The work done by female liberal arts majors, it seems, must be valueless -- indeed, women are encouraged to think of their internships as purely educational networking opportunities. Furthermore, in many cases students must actually pay universities for the privilege of holding unpaid internships. This practice, in which companies avoid paying interns by requiring that they be "compensated" with college credit, is not a legal alternative to offering wages. In an environment where their work is worse than worthless, how are women supposed to reclaim their agency? Even the Lean In Foundation, an organization purportedly meant to empower women in the workplace, would prefer that its young female interns call themselves "volunteers." This is just one way that society tricks women into feeling undeserving of fair compensation for their time and labor.

Even after the female liberal arts major does her due diligence and finishes college with internships under her belt, she is qualified to enter industries that pay employees... virtually nothing. The job seeking website monster.com advises generalist B.A. holders to become administrative support professionals, executive secretaries, or construction workers to maximize their earning potential. This certainly isn't helping to close the gap between men and women's salaries, and in a world where success is usually defined by your income, it robs women of their power.

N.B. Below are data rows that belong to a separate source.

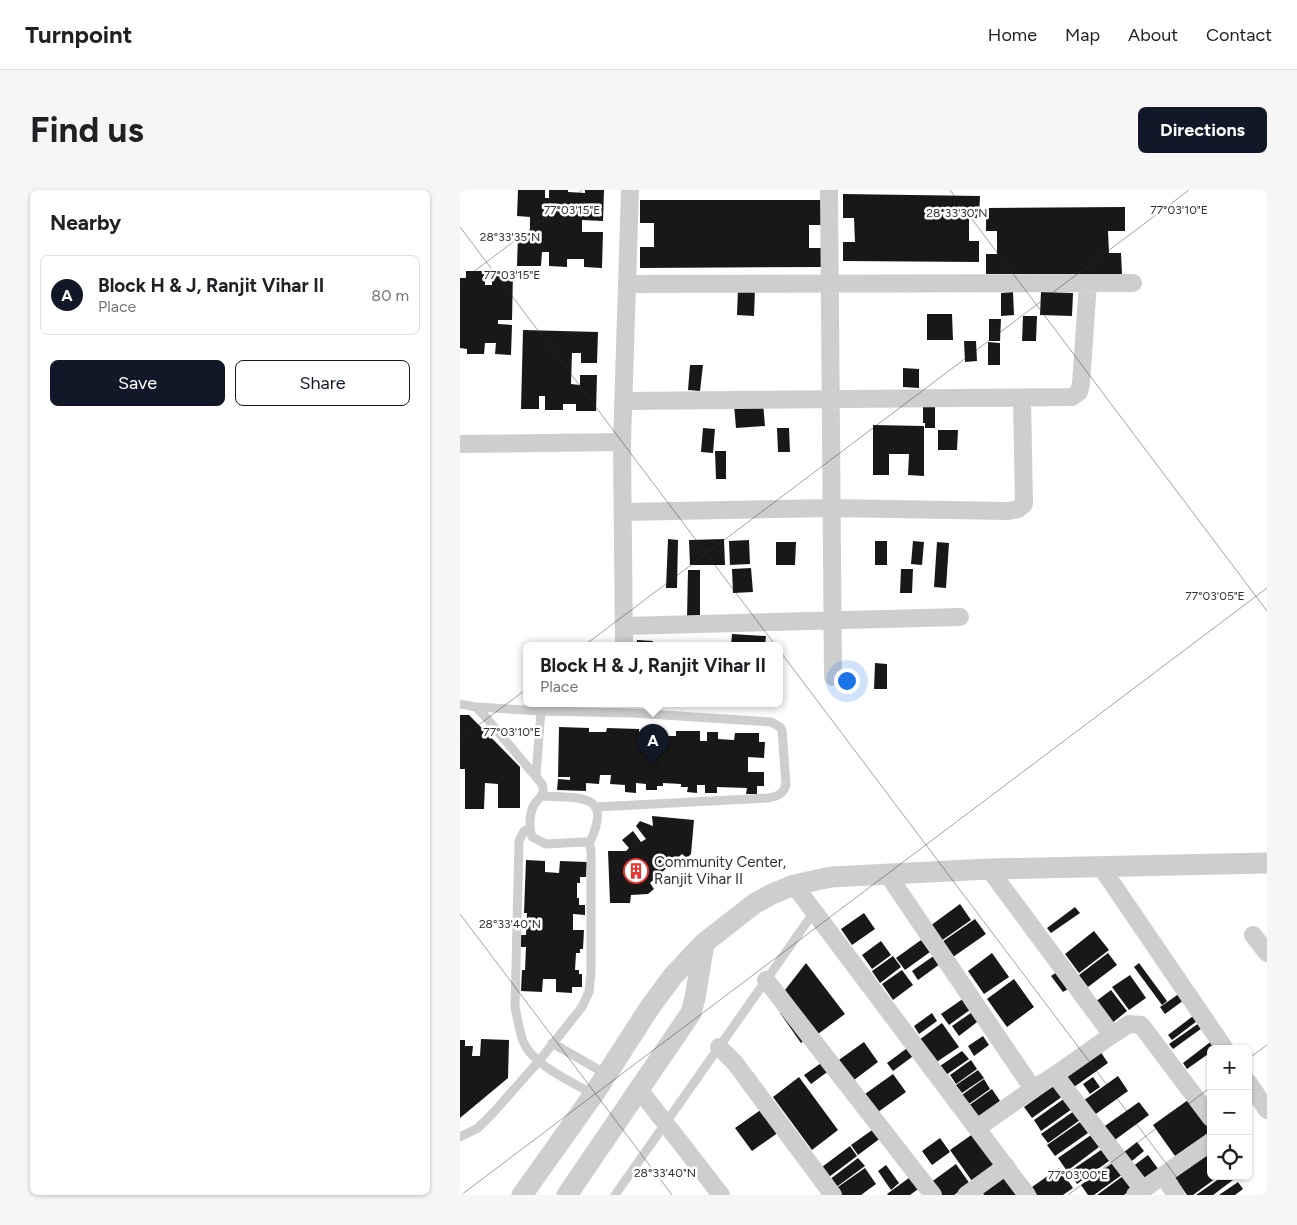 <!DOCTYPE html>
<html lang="en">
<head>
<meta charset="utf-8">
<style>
  :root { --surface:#fff; --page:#f6f6f6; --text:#202124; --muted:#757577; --line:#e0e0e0; --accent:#111827 }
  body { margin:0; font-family:Figtree,sans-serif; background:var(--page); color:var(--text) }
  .controls { position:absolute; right:15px; bottom:15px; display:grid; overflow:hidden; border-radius:8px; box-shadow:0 1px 4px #0004 }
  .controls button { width:45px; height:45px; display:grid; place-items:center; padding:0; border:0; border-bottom:1px solid var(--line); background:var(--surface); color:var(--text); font:25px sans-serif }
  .you { position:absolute; left:386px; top:490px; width:18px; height:18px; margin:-12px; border:4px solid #fff; border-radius:50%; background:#1a73e8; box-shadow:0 0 0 8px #1a73e833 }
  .badge { display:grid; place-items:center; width:32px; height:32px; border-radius:50%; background:var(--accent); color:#fff; font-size:16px; font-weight:700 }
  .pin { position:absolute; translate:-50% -41px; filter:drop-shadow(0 1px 2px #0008) }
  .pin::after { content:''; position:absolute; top:26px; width:18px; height:15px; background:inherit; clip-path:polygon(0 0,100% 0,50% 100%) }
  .popup { position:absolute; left:63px; top:452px; width:260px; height:65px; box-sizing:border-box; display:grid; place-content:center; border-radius:8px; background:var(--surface); filter:drop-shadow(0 1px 4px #0005); font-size:16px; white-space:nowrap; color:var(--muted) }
  .popup b { font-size:19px; color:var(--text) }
  .popup::after { content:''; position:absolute; left:50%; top:100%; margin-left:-10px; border:10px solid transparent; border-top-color:var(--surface) }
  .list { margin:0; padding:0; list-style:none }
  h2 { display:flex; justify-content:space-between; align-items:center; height:65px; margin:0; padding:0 20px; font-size:21px }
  h2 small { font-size:16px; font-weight:400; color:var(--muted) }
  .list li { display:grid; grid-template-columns:32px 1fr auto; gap:15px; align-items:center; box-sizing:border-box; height:80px; margin:0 10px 10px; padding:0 10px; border:1px solid var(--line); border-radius:8px }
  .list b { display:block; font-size:19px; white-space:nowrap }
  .list p { margin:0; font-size:16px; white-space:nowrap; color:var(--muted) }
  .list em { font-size:16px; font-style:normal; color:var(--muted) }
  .actions { display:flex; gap:10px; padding:15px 20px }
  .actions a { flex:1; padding:11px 0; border:1px solid var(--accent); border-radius:8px; text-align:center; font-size:18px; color:var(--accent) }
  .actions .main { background:var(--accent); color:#fff }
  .icon { flex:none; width:28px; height:28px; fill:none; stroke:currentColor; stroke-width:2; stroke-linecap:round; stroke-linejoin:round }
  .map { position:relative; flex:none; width:807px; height:1005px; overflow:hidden; border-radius:8px }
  header { display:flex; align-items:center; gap:30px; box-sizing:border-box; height:70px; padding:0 25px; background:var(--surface); border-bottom:1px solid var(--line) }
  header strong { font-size:24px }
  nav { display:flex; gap:28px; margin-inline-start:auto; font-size:18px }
  .intro { display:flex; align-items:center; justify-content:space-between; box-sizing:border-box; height:120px; padding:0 30px }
  h1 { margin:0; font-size:35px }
  .button { padding:12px 22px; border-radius:8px; background:var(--accent); color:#fff; font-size:18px; font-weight:700 }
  main { display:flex; gap:30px; padding:0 30px }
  aside { flex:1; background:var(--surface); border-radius:8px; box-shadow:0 1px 4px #0004 }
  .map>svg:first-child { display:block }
  .building { fill:#181818 }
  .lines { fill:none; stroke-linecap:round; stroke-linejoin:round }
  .service { stroke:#cecece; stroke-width:9 }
  .minor { stroke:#cecece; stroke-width:18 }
  .tertiary { stroke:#cecece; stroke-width:21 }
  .ticks { fill:none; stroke:#313131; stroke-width:1; stroke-opacity:0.45 }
  .labels { text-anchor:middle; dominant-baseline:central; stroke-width:5; stroke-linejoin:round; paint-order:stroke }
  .poi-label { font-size:15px; fill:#313131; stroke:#fff; text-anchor:start }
  .ticks-label { font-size:12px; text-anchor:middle; fill:#313131; stroke:#fff; stroke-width:5; stroke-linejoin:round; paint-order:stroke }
</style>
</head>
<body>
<header>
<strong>Turnpoint</strong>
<nav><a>Home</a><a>Map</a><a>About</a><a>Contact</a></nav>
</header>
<div class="intro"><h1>Find us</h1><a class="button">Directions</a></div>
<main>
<aside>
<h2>Nearby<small></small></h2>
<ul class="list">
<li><span class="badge">A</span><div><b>Block H &amp; J, Ranjit Vihar II</b><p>Place</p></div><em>80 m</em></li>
</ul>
<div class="actions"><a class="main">Save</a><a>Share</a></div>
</aside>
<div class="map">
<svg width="807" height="1005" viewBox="0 0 807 1005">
  <rect width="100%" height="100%" fill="#fff"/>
  <!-- building -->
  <path class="building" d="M58 0H85V8H89V0H108V2L125 3V0H144L143 31 122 30V42H143L142 78 124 77V69H107V77L89 76V62H82L81 76H57L58 44 70 45V27L57 26Z
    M383 4 520 6 519 28H509V51H519V72L383 71V52H395L394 28H383Z
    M180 10H362V35H349V58H362V77L180 78V57H194V33H180Z
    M665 17V41H648L649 63H661L662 84H526V64H537V41H526V18Z
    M6 81H25V95H32V81L53 82 52 130H38V134L52 135 51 165 35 164 36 153H25L24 164H7V159L0 158V88H6Z
    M278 98 295 99 294 126 277 125Z
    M553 102 554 125 541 126V103Z
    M581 102 613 103 612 126 580 125Z
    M467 124H492L493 150H467Z
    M563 126H577L576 151H562Z
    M529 129H541L540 151H529Z
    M63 140 138 142 137 173H121V163H112L111 194 120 195V185H137L136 221H116V214H103V220H85V206H79V219H61Z
    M504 151H516L517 171 505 172Z
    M528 152 540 153V175H528Z
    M230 175H243L240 201 228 200Z
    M443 178 459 179V198L443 197Z
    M303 213 305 236 276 238 274 215Z
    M463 214H475V238H465V233H463Z
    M413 235 464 236V286L448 285 449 264H429V285H413Z
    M243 238 255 239 253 263 241 262Z
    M317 238H329L330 262H318Z
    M478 240H498L497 260H478Z
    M255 261H266V289H256Z
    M208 349 218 350 217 398H206Z
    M264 349 265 375H230L229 350Z
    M289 350 290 374 270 375 269 351Z
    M415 351H427V375H415Z
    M453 351 464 352 462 375 451 374Z
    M316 352H336L335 375H316Z
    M477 352 489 353 486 398 474 397Z
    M291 378 293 402 273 403 272 379Z
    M441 379H453L452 403H440Z
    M228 380H240V428H227Z
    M272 444 306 446 305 456H271Z
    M177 450 193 451V456H177Z
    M415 473 427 474V499H414Z
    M0 525H9L60 577V618H38V594L25 593 24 619H5V579H0Z
    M99 537 129 538V542H146L147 538 179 539V549H188V540H197V546H216V541H240V551H247V542H258V549L274 550 275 543H299V552H305L304 568 288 567V582H304V596H297V604H286L287 598 257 597V603H245V595H237V603L227 602 228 597H221V594L203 593V596H197V600H186V594L176 593V603L165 602V595L150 594 151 585H140L139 594 126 593V601L97 600 98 589 110 590V587H98Z
    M192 626 234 630 231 664 227 668 222 664 190 693 194 699 188 704 171 705 170 713H150L148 661H166L169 658 162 650 173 641 181 652 186 649 176 636 180 631 193 636Z
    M66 670 85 671V682L99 683 100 671 127 672 126 687H120V693H117V708H119V715H125V725L113 724V740H124L123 759H120V763H116L115 780H119V784H122V797H112V803L96 802V789H83L82 802 61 801 62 780H65L66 757H59L60 745H66L67 723H64Z
    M500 714 511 730 481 751 470 736Z
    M615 717 620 723 591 743 587 738Z
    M404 723 415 739 392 755 381 739Z
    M515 729 526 744 493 767 482 752Z
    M634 741 649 760 619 783 605 764Z
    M461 750 470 762 445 780 436 768Z
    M421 751 431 765 412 779 402 765Z
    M532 763 549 787 524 804 508 781Z
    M648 763 657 775 628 797 619 785Z
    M475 765 480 774 458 790 452 781Z
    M433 766 441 777 420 793 412 781Z
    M346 773 385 824 358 844 325 800Z
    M679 773 707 811 702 815 674 777Z
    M442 780 453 795 433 810 422 794Z
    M597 782 608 799 603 802 591 786Z
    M670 785 686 808 669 820 652 797Z
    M554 789 574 817 547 837 527 809Z
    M651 800 667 821 651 834 635 812Z
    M723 801 728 807 705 824 700 817Z
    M507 806 514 817 489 835 481 824Z
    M326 819 348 848 341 853 320 823Z
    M515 820 521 829 499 846 492 836Z
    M472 823 477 831 459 844 454 836Z
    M737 823 741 828 712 850 708 845Z
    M742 831 745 836 713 859 709 854Z
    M482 833 499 857 475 873 459 850Z
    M523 846 529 855 514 866 508 856Z
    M21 849 49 850 48 888 0 928V850H5V856H13L12 866H20Z
    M753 850 754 859H751V862L727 879 723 873Z
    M404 852 418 872 390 893 376 872Z
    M450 856 456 864 433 881 427 873Z
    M638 858 648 873 614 897 604 883Z
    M502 861 509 869 486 885 480 876Z
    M511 870 517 879 496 894 490 885Z
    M364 871 370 880 351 894 344 885Z
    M518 880 524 888 502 903 496 895Z
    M433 884 446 902 418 922 405 904Z
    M658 886 668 901 633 926 623 911Z
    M339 887 378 940 352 960 313 907Z
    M633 887 640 897 630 904 623 894Z
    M524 889 530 899 506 916 499 907Z
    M595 895 603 906 572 928 564 917Z
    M532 899 540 911 516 928 508 916Z
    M605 908 612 919 581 941 574 930Z
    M728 910 751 941 715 966 693 935Z
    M679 912 689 925 652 952 642 938Z
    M302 919 319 942 292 961 275 938Z
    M614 921 620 930 588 953 581 944Z
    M620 932 628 943 595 966 587 955Z
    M415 938 422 947 398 965 391 955Z
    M517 941 539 972 512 991 490 960Z
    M631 945 639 957 607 981 598 968Z
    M480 948 490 962 472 975 462 961Z
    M677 952 684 961 667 975 659 966Z
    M390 956 397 966 369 987 362 977Z
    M641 960 649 971 617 994 609 982Z
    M751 961V986H759L733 1005H727L714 987Z
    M688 965 699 980 683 992 672 977Z
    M398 968 405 976 375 998 369 990Z
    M654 972 663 984 634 1005H628L621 995Z
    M496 974 510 994 494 1005H479L470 993Z
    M426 975 439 993 431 1000 418 981Z
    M405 978 416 994 401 1005H380L375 999Z
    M599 978 613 998 603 1005H577L572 997Z
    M453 985 461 997 450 1005H428L427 1004Z
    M541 985 556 1005H524L520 1000Z
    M663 986 672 999 664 1005H637Z
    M763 986 777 987 753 1005H736Z
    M778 992 783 999 775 1005H759Z"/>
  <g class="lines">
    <!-- service -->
    <path class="service" d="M0 514 16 517 24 525 82 594C86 605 79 607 74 615 69 624 69 638 72 647L86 654 124 652 129 654 131 660V782L129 802 122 817 79 871 33 923 18 938 0 947
      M16 517 81 521 173 523 311 532 320 537 322 540 326 595C322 605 318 606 308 608L136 617
      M76 586 81 521
      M82 606C121 608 154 603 129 654
      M70 639 64 641 59 651 55 816C57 828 59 840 63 851 72 875 112 892 133 904
      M92 853 146 884
      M155 1005 354 722"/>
    <!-- minor -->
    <path class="minor" d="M369 0 373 487
      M167 94 673 93
      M163 211 612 207 619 202 621 194 628 93
      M0 254 162 252
      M163 322 371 318 548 321 558 319 564 314 562 208
      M164 436 500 427
      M164 456 162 252 170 0
      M641 677 765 859
      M529 679 652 845 595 885
      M428 685 573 899 595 885 683 1000
      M334 695 567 1005
      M793 745 807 763
      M306 790 473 1005
      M652 845 669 834 681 835 751 928
      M259 857 275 873 373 1005
      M788 892 807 920
      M178 898 261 1005
      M517 938 573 899
      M703 985 716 1005
      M506 1005 546 976
      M675 1005 751 952"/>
    <!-- tertiary -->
    <path class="tertiary" d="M62 1005 134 904 190 817 213 786 244 753 294 714 312 704 334 695 371 687 529 679 807 673
      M107 1005 231 823 235 808 244 753"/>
  </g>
  <!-- ticks -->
  <path class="ticks" d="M490 0 807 421M0 37 730 1005M0 92 122 0M0 549 729 0M0 724 212 1005M788 869 807 855M1 1005 807 398M608 1005 751 897"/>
  <!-- icons -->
  <defs>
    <symbol id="building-ring" viewBox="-11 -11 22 22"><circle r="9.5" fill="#fff" stroke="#e63634" stroke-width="1.5"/><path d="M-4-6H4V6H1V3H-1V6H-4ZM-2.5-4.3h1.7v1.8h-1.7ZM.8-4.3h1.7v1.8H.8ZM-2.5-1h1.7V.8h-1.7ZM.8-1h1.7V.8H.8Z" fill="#e63634"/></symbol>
  </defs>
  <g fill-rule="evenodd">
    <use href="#building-ring" x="162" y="667" width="28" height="28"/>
  </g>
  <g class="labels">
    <!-- poi labels -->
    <g class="poi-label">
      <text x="194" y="672">Community Center,<tspan x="194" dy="17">Ranjit Vihar II</tspan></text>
    </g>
  </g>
  <g class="ticks-label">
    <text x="112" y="24">77°03'15"E</text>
    <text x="719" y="24">77°03'10"E</text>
    <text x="497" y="27">28°33'30"N</text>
    <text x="50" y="51">28°33'35"N</text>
    <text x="52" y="89">77°03'15"E</text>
    <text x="755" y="410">77°03'05"E</text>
    <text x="52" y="546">77°03'10"E</text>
    <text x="50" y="738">28°33'40"N</text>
    <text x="205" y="987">28°33'40"N</text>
    <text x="618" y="989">77°03'00"E</text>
  </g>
</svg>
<div class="controls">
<button>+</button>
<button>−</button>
<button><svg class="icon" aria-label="locate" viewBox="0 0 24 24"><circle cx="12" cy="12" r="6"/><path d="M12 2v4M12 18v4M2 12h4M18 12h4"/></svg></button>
</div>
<div class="you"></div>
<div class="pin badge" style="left:193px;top:575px">A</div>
<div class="popup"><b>Block H &amp; J, Ranjit Vihar II</b>Place</div>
</div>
</main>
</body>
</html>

So what can we do to remedy this situation? The roadmap is clear, but it's a long one. For starters, women need to demand the same compensation as men for doing the same jobs. Once this is done, we can start asking ourselves why the type of work that women seem to prefer doing is worth so much less to society. And if we conclude that STEM careers are truly more valuable than jobs in other professions, we need to figure out a way to encourage women to enter these industries. Only then will the unpaid internship disappear, and women will finally become first-class citizens instead of "volunteering" and "networking" their way into poverty.